Steve Biddulph, author of Raising Boys, said,

"For fathers, this might be the most important sentence in this whole book: if you routinely work a fifty-five- or sixty-hour week, including commute, you just won’t cut it as a dad. Your sons will have problems in life, your daughters will have self-esteem issues, and it will be down to you…. Next time you’re offered a promotion involving longer hours and more nights away from home, seriously consider telling your boss, ‘Sorry, my kids come first." 

Now to be clear: there are many kids raised without a dad who is present and they thrive. There are some dads who are better off being nowhere near their kids. And there are tens of thousands of incredible single mums who are more than compensating for an absent dad (whether for career or personal safety reasons.)

But ultimately – since you asked – you matter as a dad. When someone quits at work, they are instantly replaced.
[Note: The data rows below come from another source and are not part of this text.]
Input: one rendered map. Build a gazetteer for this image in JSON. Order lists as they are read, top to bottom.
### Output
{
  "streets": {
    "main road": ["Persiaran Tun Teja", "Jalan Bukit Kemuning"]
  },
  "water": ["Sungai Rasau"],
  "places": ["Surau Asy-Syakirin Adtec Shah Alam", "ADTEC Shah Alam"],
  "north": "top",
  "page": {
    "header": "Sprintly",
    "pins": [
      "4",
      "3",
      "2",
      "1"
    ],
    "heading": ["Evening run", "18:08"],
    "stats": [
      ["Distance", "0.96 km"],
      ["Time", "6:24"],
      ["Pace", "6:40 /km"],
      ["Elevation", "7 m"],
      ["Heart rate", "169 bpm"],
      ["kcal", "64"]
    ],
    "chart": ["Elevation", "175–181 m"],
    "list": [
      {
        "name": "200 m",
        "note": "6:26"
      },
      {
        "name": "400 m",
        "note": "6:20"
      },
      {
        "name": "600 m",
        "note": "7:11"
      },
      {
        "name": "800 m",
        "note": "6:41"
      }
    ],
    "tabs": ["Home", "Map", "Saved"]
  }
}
But at home, you’re simply irreplaceable. 


We want to raise our children to be the best humans that they can be. While money is important, we can only do this by giving our TIME to our children. So how do we do that?
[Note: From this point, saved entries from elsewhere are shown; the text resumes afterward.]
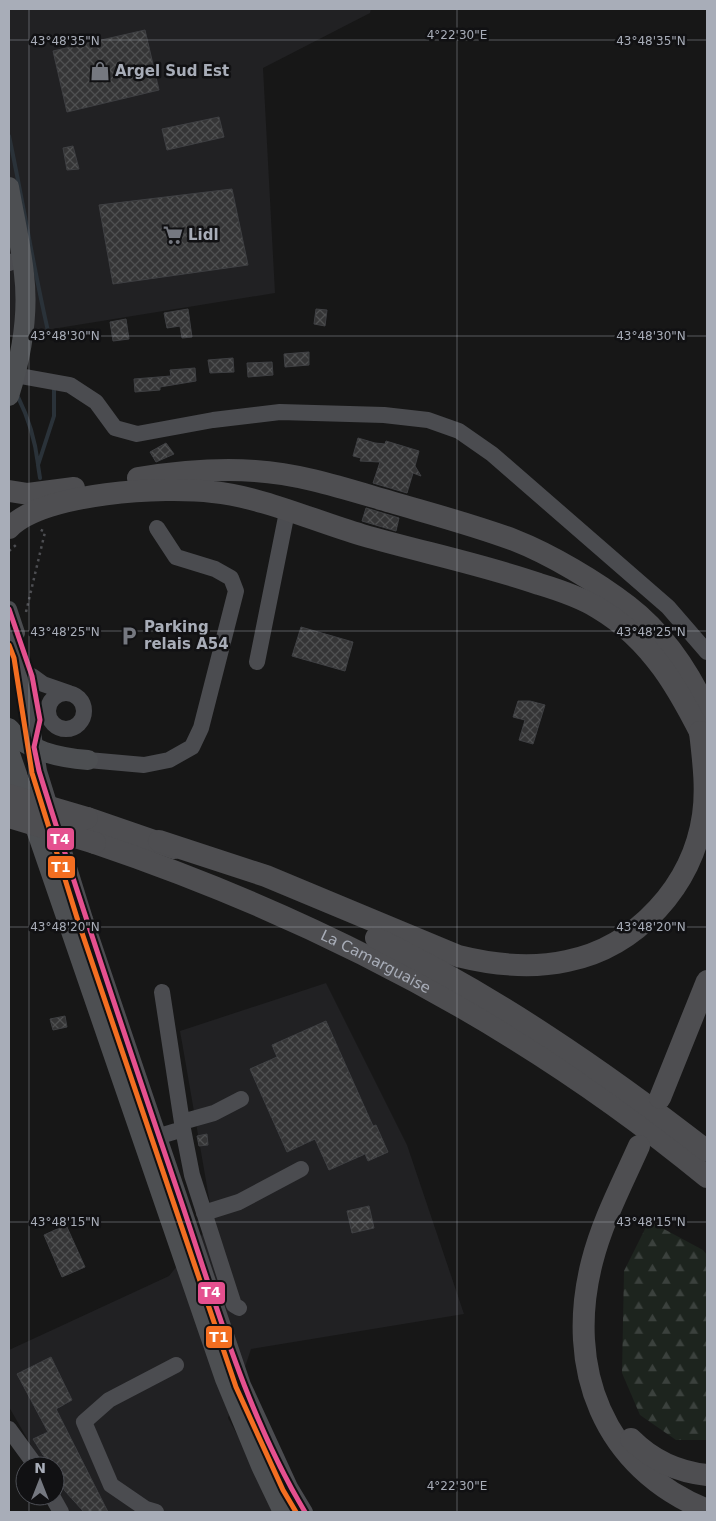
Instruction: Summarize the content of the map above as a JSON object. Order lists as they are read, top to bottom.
{
  "streets": {
    "highway": ["La Camarguaise"]
  },
  "places": {
    "shop": ["Argel Sud Est"],
    "supermarket": ["Lidl"],
    "parking": ["Parking relais A54"]
  },
  "lines": ["transit line T4", "transit line T1"],
  "north": "top",
  "coordinates": [
    "4°22'30\"E",
    "43°48'35\"N",
    "43°48'30\"N",
    "43°48'25\"N",
    "43°48'20\"N",
    "43°48'15\"N"
  ]
}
First, be around. If this sounds like hard work, or a big sacrifice, I get it. But I have some good news – kids don’t ‘need’ us to be constantly talking to them, or teaching them. Most of the time, our children just want to know that we are close so that if they need us, we are there. By simply being there, we act as a secure base and a safe haven.

Second, be involvedResearchers found that involvement in everyday activities, like eating dinner together or playing in the yard is more important than big outings or trips (those are good too!). Dads and their kids experience more happiness and connectedness when they spend time together doing everyday activities.

Third, STOP, LOOK and LISTEN. Our children need to know that they matter. We show them this when we stop what we are doing and pay attention. We look into their eyes as we speak with them and as they speak with us. We  listen  to what they say. This allows dads to really connect with their children, and their children will recognise that they matter to dad.

Only you, as the parent, can find the right balance between work and home life. Of course children need a roof over their heads and food in their mouths. As a family, we need enough financial stability that we feel secure in our day-to-day lives. But then we need to consider whether the balance is right for our kids. Getting it right can be challenging and confronting, but once we do we’ll be giving our children the best start in life.